I could ask to take the conversation back to her nest, but I had a feeling I would feel just as exposed there.
So, I whispered my answer to her.
“They’re symbols of what I survived. My father isn’t a kind man, and he never liked me. Each number is an age when he nearly broke me down and either killed me, or made me into the cruel man he wanted me to be. An age when I resisted and lived.”
She kissed each number on the hand she held.
“The Alpha Chariots were all I had,” I continued, the words flowing out like water from a broken dam. “I wanted to tear down my father’s legacy and prove I could do better than him. I wanted to keep them safe from his greed and selfishness. But in the end, I lost. They all trust him to lead over me because he always told them I was nothing. I was trying to keep the one bright part of my childhood from blowing up, and they would rather burn than believe in me.”
Closing my eyes, I tried to ignore the stinging sensation of coming tears. I’d told her my feelings, but I couldn’t cry. As her alpha and as the pack lead, I couldn’t afford to break down. I would stay strong for all of them.
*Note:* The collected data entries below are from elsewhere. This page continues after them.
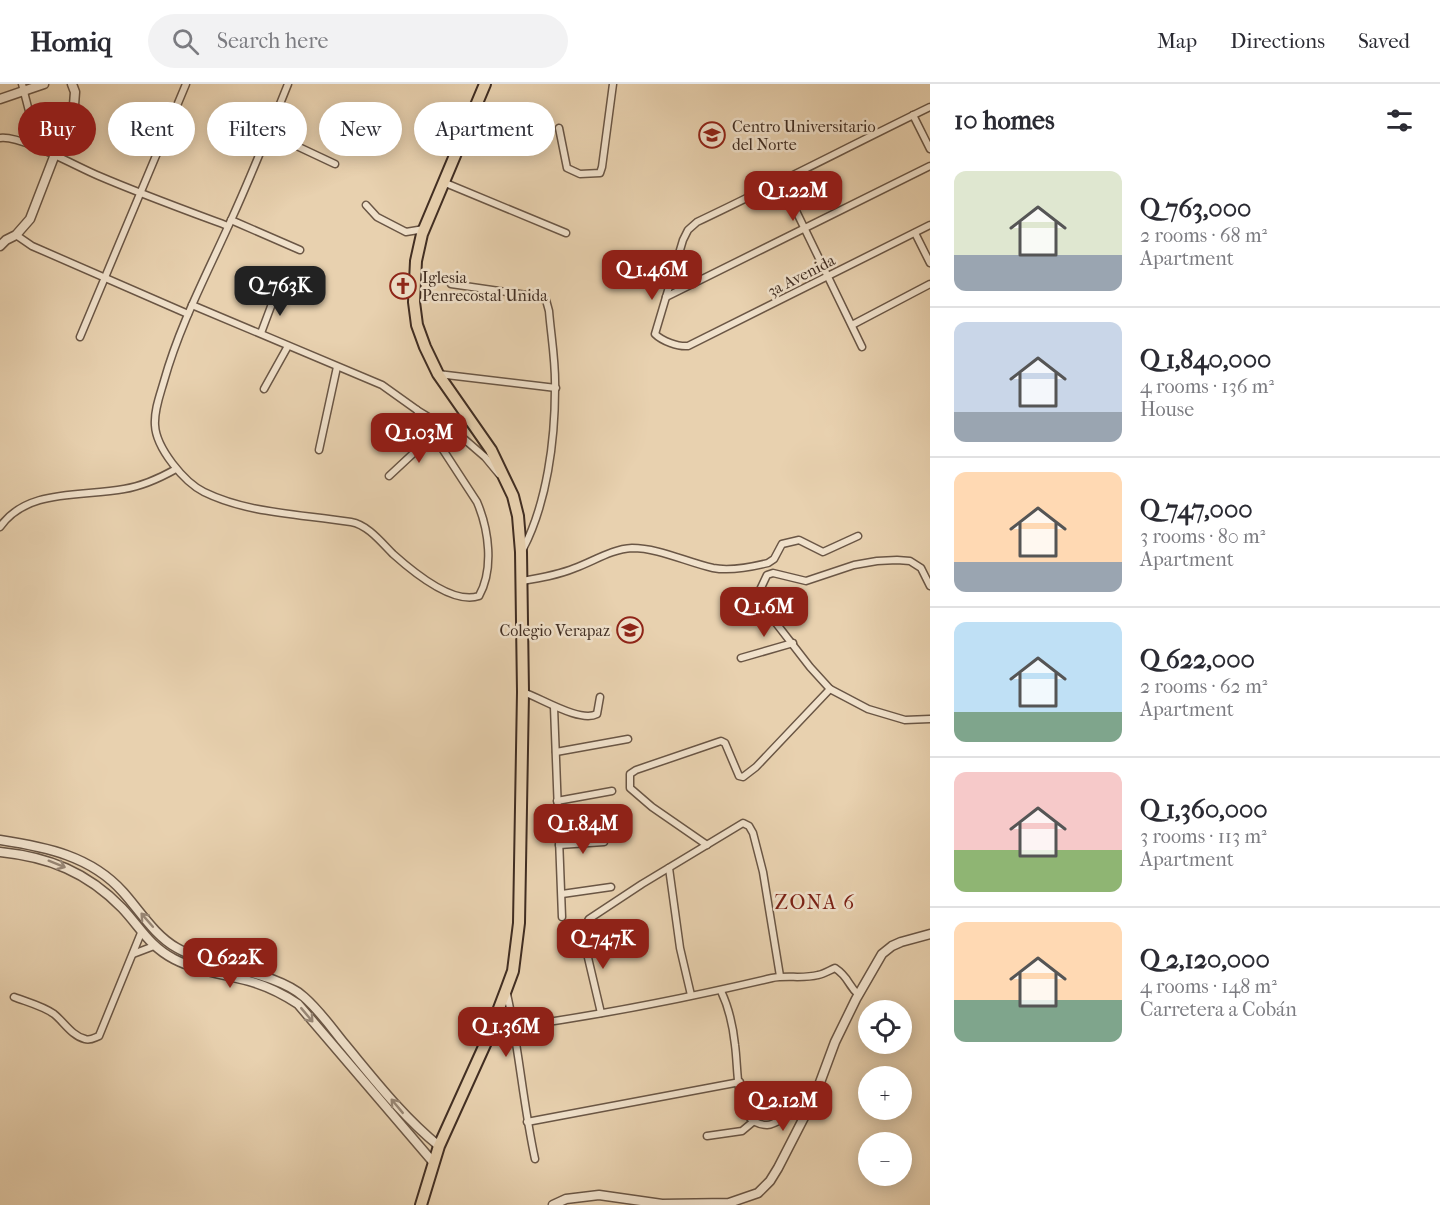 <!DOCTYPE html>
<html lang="en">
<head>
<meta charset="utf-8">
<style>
	:root { --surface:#fff; --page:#f2f2f3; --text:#2b2b33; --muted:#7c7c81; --line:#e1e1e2; --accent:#8f2418 }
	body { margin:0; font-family:"IM FELL French Canon",serif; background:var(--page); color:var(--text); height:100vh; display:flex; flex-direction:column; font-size:22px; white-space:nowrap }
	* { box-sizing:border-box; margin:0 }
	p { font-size:20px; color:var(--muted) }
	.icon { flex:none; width:33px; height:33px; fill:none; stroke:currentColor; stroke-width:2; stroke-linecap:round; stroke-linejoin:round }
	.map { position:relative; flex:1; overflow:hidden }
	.panel { display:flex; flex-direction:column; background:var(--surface); width:510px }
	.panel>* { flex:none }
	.top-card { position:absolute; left:18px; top:18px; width:570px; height:54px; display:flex; gap:12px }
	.tools { position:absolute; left:858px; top:916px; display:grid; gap:12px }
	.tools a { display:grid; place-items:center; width:54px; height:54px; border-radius:50%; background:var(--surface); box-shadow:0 3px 15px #0003; font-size:30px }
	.price { position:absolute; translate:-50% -51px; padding:0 14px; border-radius:12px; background:var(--accent); color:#fff; font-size:20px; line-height:39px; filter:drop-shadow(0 2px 3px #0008) }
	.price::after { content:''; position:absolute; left:50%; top:36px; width:18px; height:14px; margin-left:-9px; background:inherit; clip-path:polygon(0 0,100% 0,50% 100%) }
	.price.active { background:#222; color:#fff }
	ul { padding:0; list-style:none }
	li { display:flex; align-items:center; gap:18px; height:150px; padding:0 24px }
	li+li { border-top:2px solid var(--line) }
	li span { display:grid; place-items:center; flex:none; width:168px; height:120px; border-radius:12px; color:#555 }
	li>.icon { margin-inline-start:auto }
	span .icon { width:72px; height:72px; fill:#fffc; stroke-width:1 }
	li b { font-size:26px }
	h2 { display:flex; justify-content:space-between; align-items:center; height:72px; padding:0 24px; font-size:26px }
	.pill { padding:0 21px; border-radius:27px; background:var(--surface); box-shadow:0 3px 15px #0003; font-size:21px; line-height:54px }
	.pill.active { background:var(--accent); color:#fff }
	header { display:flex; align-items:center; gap:36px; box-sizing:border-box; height:84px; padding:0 30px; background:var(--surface); border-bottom:2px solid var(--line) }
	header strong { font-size:28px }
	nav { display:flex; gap:33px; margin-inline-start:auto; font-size:21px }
	.search { width:420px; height:54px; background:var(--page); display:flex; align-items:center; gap:15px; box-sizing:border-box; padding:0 21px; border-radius:33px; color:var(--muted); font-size:22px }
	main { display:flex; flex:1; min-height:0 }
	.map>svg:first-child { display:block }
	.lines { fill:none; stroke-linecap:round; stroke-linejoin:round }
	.minor-casing { stroke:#6a5645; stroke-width:9 }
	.tertiary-casing { stroke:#6a5645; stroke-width:11 }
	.trunk-casing { stroke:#402d22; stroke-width:14 }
	.minor { stroke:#f0e1cb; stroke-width:6 }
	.tertiary { stroke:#f0e1cb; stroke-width:8 }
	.trunk { stroke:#e8d1af; stroke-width:10 }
	.oneway { stroke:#988776 }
	.labels { text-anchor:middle; stroke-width:5; stroke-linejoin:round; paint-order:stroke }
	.poi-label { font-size:16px; fill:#402d22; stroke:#f0e1cb; text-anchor:start }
	.street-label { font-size:16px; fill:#402d22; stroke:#f0e1cb }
	.quarter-label { font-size:20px; letter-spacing:1.5px; fill:#7a1f14; stroke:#f0e1cb }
</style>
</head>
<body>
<header>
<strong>Homiq</strong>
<div class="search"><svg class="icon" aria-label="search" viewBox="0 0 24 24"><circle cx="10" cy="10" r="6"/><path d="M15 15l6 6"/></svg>Search here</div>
<nav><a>Map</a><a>Directions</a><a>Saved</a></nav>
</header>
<main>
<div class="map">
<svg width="930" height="1121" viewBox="0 0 930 1121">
	<rect width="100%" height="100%" fill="#e8d1af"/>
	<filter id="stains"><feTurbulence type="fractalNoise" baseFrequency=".00333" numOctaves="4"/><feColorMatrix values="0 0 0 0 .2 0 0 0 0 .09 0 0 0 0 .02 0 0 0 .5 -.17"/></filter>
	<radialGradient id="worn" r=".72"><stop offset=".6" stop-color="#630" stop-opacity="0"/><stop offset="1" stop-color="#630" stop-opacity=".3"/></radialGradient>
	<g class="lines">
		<g class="minor-casing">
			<g id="minor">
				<path d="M22,0L30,31"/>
				<path d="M288,0C270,45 252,90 232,134C208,188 180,240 164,297C160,311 154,326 155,341C156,364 184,398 204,408C249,430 302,430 351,438C368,441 381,458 393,470C412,487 453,521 479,512C494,485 489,446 477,418L417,326"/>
				<path d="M930,23C852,61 775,101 697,138L688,146L683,156L655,250C662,257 678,263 688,262L930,141"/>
				<path d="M913,31L930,65"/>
				<path d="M559,44L567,84L580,90L600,89L602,83L613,0"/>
				<path d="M269,49L335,80"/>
				<path d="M0,54C21,51 77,83 99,92C141,110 185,126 228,142"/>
				<path d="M443,98L566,149"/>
				<path d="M782,98L862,263"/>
				<path d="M366,121L377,133L406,148L424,145"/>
				<path d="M231,136L300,166"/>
				<path d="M915,149L930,179"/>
				<path d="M16,151L32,162L188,230"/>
				<path d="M451,200L534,212L546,216L549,227C551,252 556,279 555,305C555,356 547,419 523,465"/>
				<path d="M666,213L930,82"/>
				<path d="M192,221L382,301L417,326L463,354L485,373L499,390"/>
				<path d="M852,241L930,200"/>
				<path d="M261,249L276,209"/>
				<path d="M80,253L186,0"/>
				<path d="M438,290L556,304"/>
				<path d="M264,305L288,262"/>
				<path d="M319,366L337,283"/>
				<path d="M389,392L433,351"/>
				<path d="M0,443C27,404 83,413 124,405C143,402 160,394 176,385"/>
				<path d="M522,497C540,494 558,491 575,484C594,477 612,465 632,464C659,464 686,478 713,484C729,487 752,483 768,479L774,475L782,460L799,456L823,468L858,452"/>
				<path d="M930,502L921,484L910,477L897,476L877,477L854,481L806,497L773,489L767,491L759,508L762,521L810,583L830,605L868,625L905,636L930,635"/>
				<path d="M741,574L793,559"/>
				<path d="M523,608C541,614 580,639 597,630L600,613"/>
				<path d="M554,623L562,833"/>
				<path d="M556,668L628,655"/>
				<path d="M557,717L612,707"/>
				<path d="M559,761L604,758"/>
				<path d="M707,761L652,723L630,704V690L636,686L721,657L725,659L739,692L743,693L756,683L830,605"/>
				<path d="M669,784L680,864L691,911"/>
				<path d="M562,810L611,803"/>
				<path d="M133,870L154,862"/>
				<path d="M721,907C729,924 733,942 735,961C738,983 736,1011 747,1030C751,1037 759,1041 767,1041C780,1040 803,1019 815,1012"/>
				<path d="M507,910C519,964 523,1020 535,1075"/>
				<path d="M14,913C27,918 43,922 54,930C64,938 72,952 85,955C90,957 94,954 99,952L141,849"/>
				<path d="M601,929L582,848L589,835L642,800L743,739L749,742L753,749L763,788L780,892"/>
				<path d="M514,943C601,931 687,914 772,894C787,891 803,895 818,891C824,890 830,886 835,884C850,894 847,901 859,911"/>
				<path d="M527,1038L740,998"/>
				<path d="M707,1052L742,1047L754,1037"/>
			</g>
		</g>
		<g class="tertiary-casing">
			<g id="tertiary">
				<path d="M0,15L44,0"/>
				<path d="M0,162L6,156L16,151L30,135L74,21L75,8L72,0"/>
				<path d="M0,756C46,763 91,772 123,808C140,827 155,852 177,864C212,884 275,887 304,913C319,926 331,943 343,958C373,994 402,1032 439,1062"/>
				<path d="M0,768C49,773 87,788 122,824C140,843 149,862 174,875C197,887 224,890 249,897C267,902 283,910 298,920L433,1078"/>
				<path d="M553,1121L566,1115L599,1111L662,1120L729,1119L758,1109L770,1097L778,1084L815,1012L835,958L856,915L882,870L892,862L901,858L930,850"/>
			</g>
		</g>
		<g class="trunk-casing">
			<path id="trunk" d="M421,1121L439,1062L487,956L506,906L513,887L519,839L523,608L521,468L518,432L513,412L491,366L438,290L425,263L417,241L414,218L416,177L422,150L485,0"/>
		</g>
		<use href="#minor" class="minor"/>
		<use href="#tertiary" class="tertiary"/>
		<use href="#trunk" class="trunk"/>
	</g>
	<defs><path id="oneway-shaft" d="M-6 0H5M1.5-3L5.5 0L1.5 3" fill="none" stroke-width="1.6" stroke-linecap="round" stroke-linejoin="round" transform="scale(1.5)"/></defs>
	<g class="oneway">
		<use href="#oneway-shaft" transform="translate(57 780) rotate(22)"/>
		<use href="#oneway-shaft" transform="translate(147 836) rotate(-131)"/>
		<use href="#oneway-shaft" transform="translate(307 931) rotate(50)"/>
		<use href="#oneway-shaft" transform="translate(397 1022) rotate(-130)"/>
	</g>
	<defs>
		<g id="university-ring" transform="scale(1.35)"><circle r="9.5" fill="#f0e1cb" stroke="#8f2418" stroke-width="1.5"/><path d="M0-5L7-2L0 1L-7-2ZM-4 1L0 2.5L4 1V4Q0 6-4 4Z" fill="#8f2418"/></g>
		<g id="church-ring" transform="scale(1.35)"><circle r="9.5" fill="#f0e1cb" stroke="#8f2418" stroke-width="1.5"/><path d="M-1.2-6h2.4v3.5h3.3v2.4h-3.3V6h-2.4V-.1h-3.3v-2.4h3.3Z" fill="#8f2418"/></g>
	</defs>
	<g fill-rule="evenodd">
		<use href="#university-ring" x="712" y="51"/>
		<use href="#church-ring" x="403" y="202"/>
		<use href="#university-ring" x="630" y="546"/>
	</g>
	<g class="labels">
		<g class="poi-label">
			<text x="732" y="48">Centro Universitario<tspan x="732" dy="18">del Norte</tspan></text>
			<text x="422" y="199">Iglesia<tspan x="422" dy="18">Penrecostal Unida</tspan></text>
			<text x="610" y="552" text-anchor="end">Colegio Verapaz</text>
		</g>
		<g class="street-label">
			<text transform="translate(801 191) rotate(-27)" y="6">3a Avenida</text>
		</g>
		<g class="quarter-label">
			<text x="815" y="825">ZONA 6</text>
		</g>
	</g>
	<rect width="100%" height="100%" filter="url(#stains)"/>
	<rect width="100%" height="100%" fill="url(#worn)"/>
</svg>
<div class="tools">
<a><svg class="icon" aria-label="locate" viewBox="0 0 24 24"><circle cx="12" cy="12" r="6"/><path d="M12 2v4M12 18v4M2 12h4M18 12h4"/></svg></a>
<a>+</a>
<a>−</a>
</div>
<b class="price" style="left:793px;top:138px">Q 1.22M</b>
<b class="price" style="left:652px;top:217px">Q 1.46M</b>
<b class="price active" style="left:280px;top:233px">Q 763K</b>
<b class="price" style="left:419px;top:380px">Q 1.03M</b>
<b class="price" style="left:764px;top:554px">Q 1.6M</b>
<b class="price" style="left:583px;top:771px">Q 1.84M</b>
<b class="price" style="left:603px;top:886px">Q 747K</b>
<b class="price" style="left:230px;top:905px">Q 622K</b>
<b class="price" style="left:506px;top:974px">Q 1.36M</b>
<b class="price" style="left:783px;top:1048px">Q 2.12M</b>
<div class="top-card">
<a class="pill active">Buy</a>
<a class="pill">Rent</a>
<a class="pill">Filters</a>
<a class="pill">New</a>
<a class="pill">Apartment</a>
</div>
</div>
<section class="panel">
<h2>10 homes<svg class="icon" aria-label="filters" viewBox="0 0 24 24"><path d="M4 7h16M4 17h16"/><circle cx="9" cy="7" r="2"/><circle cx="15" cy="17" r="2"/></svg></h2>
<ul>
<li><span style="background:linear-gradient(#dfe7d0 70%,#9aa5b1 0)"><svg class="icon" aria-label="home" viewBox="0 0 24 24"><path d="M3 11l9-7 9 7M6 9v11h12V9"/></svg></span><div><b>Q 763,000</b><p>2 rooms · 68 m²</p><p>Apartment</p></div></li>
<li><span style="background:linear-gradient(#c9d6e8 75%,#9aa5b1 0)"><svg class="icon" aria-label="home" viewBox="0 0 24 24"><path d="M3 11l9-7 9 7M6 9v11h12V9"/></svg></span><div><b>Q 1,840,000</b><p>4 rooms · 136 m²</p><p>House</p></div></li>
<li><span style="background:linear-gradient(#ffd9b3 75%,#9aa5b1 0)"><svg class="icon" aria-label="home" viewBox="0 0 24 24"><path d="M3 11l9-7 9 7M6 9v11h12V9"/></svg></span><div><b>Q 747,000</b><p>3 rooms · 80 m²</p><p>Apartment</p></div></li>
<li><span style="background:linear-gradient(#bfe0f5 75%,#7fa58c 0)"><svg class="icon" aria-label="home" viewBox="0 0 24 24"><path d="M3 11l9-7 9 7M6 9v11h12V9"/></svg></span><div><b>Q 622,000</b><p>2 rooms · 62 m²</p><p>Apartment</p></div></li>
<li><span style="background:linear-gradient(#f6c9c9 65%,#8fb573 0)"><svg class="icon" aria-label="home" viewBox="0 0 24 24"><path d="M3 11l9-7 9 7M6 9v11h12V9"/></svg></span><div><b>Q 1,360,000</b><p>3 rooms · 113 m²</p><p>Apartment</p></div></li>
<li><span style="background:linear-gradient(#ffd9b3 65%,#7fa58c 0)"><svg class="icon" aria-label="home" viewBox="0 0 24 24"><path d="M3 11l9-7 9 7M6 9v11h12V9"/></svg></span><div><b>Q 2,120,000</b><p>4 rooms · 148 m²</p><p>Carretera a Cobán</p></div></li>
</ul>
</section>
</main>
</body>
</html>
Then her fingers brushed my lips and I snapped my eyes open again. She was staring at me with glistening hazelnut eyes, her nose red at the tip.
Was she crying for me?
Fuck me, I never should have said anything. What kind of alpha was I if I made my omega cry?
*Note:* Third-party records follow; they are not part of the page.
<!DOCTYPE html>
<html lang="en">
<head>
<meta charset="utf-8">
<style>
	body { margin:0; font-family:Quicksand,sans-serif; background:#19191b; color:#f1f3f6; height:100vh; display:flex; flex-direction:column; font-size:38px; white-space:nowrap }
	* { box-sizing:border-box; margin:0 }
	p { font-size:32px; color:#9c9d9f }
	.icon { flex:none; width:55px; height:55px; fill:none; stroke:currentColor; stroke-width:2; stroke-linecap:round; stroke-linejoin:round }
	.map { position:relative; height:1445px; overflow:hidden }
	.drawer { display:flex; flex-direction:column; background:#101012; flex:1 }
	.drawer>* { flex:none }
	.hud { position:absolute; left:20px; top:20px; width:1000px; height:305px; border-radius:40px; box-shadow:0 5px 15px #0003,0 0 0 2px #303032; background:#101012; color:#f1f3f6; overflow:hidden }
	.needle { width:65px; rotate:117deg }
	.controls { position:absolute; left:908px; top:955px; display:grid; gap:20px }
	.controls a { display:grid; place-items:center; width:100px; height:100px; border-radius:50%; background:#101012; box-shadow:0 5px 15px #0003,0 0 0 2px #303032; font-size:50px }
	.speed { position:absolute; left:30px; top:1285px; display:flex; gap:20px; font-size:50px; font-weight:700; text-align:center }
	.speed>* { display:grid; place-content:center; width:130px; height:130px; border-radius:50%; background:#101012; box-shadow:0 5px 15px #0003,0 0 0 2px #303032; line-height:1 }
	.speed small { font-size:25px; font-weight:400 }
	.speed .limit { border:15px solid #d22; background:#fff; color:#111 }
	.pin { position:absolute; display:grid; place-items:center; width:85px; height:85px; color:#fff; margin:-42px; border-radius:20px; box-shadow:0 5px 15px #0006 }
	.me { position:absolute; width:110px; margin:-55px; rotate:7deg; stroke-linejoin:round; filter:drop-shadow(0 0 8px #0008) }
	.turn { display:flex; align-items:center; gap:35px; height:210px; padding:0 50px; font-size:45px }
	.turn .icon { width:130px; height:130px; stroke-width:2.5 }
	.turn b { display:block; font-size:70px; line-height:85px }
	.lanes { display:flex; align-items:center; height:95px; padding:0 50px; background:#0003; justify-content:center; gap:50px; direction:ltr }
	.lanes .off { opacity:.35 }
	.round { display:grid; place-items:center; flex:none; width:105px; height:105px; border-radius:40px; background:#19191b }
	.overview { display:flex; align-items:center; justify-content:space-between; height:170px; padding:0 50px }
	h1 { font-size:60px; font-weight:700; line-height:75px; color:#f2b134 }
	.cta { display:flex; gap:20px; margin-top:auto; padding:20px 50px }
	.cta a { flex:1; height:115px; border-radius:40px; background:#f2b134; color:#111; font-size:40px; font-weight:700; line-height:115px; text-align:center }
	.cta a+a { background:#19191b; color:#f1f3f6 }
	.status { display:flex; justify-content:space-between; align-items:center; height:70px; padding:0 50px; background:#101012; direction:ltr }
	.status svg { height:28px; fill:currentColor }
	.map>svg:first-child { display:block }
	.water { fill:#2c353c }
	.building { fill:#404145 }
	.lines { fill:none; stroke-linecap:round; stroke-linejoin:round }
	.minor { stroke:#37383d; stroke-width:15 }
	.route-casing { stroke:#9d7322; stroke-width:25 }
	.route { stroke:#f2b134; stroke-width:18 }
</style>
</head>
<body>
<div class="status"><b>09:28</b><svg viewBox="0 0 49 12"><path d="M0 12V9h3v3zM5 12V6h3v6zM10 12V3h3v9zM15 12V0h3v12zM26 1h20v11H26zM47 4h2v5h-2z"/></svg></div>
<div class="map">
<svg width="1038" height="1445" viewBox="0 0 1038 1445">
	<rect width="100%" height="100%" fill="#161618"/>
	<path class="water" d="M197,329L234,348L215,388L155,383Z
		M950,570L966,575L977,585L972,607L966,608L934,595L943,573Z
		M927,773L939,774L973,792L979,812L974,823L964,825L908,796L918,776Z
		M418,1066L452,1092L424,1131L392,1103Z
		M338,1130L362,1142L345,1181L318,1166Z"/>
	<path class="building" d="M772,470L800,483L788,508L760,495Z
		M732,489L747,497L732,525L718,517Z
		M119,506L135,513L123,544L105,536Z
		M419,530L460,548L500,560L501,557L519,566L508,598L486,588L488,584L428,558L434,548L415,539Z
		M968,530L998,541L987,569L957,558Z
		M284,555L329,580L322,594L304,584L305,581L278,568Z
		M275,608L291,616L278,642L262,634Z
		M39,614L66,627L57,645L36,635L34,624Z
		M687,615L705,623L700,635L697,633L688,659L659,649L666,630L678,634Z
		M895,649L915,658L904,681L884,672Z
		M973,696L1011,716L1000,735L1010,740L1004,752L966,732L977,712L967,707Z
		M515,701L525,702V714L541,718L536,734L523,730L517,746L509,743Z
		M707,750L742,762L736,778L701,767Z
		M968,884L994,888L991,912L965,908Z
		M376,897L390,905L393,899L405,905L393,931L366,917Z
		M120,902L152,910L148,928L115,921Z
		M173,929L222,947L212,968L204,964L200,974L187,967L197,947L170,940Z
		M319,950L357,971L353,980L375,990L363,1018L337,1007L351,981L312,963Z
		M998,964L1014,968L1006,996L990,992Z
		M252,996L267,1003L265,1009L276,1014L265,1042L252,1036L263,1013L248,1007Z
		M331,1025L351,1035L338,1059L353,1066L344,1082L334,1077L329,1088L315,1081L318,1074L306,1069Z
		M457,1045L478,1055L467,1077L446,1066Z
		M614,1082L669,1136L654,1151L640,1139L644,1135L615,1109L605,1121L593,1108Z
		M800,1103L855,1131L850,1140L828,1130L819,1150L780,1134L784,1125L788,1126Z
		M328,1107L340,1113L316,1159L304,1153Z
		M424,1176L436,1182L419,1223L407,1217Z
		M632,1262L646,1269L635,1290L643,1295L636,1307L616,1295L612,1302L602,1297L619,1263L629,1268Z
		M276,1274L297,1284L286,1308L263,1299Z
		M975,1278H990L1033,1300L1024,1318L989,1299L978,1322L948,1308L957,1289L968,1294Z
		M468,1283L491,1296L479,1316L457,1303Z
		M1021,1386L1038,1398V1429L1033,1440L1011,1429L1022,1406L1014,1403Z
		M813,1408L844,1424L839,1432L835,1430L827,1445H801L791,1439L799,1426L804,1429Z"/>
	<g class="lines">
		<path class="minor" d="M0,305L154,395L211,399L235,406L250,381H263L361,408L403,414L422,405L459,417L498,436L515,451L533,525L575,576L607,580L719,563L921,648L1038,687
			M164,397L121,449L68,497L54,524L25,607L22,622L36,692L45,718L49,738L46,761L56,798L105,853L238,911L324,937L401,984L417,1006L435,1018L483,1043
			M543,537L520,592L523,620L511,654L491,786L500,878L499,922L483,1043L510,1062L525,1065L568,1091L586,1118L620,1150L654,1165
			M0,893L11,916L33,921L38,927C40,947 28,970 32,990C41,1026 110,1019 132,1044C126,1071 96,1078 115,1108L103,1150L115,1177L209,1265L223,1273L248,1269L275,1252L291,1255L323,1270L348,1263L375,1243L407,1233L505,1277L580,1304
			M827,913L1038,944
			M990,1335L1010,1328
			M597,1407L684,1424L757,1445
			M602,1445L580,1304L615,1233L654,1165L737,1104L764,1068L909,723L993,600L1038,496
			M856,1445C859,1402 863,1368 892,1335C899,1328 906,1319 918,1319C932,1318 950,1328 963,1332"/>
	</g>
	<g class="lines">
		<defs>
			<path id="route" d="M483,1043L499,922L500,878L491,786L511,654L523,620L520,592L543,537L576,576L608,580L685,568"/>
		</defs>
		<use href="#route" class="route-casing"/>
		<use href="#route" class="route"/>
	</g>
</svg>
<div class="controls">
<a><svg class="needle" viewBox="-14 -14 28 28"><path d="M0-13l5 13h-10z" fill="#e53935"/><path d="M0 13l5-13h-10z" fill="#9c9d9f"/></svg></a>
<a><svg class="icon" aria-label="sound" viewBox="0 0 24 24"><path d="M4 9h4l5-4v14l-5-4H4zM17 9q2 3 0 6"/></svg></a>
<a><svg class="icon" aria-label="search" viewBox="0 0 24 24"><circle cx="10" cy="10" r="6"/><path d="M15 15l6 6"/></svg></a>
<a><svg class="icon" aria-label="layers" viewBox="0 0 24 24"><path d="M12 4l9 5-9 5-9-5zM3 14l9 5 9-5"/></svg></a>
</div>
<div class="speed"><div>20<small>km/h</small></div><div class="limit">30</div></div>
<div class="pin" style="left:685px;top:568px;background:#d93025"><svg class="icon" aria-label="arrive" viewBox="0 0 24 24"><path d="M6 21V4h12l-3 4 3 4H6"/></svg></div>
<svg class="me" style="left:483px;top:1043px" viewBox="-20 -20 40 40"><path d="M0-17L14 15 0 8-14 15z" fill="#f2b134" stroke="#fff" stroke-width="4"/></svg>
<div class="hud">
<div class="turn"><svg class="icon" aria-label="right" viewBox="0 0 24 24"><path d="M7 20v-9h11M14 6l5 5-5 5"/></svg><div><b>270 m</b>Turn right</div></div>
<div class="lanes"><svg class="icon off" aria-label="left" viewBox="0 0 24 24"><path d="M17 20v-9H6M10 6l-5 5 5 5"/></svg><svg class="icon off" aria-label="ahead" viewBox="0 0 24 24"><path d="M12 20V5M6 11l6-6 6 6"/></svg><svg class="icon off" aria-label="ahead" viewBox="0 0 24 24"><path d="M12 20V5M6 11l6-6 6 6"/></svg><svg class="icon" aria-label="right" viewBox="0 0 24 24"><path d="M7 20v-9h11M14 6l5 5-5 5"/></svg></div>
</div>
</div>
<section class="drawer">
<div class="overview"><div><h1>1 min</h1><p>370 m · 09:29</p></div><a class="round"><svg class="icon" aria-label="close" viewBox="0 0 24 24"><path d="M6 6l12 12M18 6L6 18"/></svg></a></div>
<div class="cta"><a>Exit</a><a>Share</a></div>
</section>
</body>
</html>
“Hey, hey,” I murmured, cupping her cheek. “It’s fine. I have you now.”
“I believe in you.” Talia sniffled as she said it. “It’s ridiculous that they didn’t.”
It made sense that they didn’t, on some level. Pops always said I was too merciful, too kind, too dumb to run the business side. I’d never been given much freedom to show them he was wrong, but I’d tried to in any way I could.
Stupidly, I’d thought the club members were watching and seeing the flaws in his logic.
Turned out only Gears and Hawk were observant enough to catch on.
“Not their fault. Pops?—”
“No, itistheir fault,” she said vehemently. “They’re all idiots for not seeing it. You care about everyone, Mercer, but you can do what needs to be done. Even my fathers can see that, and they’ve barely spent any time with you. How can the people you grew up around be so fucking blind?”
She surged up and claimed my lips in a kiss. Her frustration came through in the intensity of it, in how she wrapped her arms around me and held me so tightly it almost hurt.
I was weak to her kiss. By the time she pulled back, I was falling to pieces, tears streaming down my face.
Shit.
I couldn’t even try to rub them away. Talia saw them before I could, and kissed me again, softer this time.
“I promise you’ll be appreciated here, Mercer. The betrayal might not hurt any less, but you’ll have our confidence, always. You can build something better than what you had before, with people who want you to lead them because you’re a good leader.”
She was an angel, truly. Benjamin hadn’t taken care of her light and had tried his best to extinguish it, but I would nurture it like the miracle it was.
My omega shouldn’t have to take care of me like this. It was my job to make her feel better, not the other way around.
Yet, she didn’t want a tough, unemotional version of me. She wanted everything. Every experience that had shaped me into the man she met at that bar however many weeks ago. Even the ones that threatened to break me when I remembered them.
“I love you so fucking much.” I kissed each cheek in turn, then her lips. “That isn’t something I like to talk about, but you… You made it tolerable. And now you know how much it hurt to hear they were hunting us down like dogs.”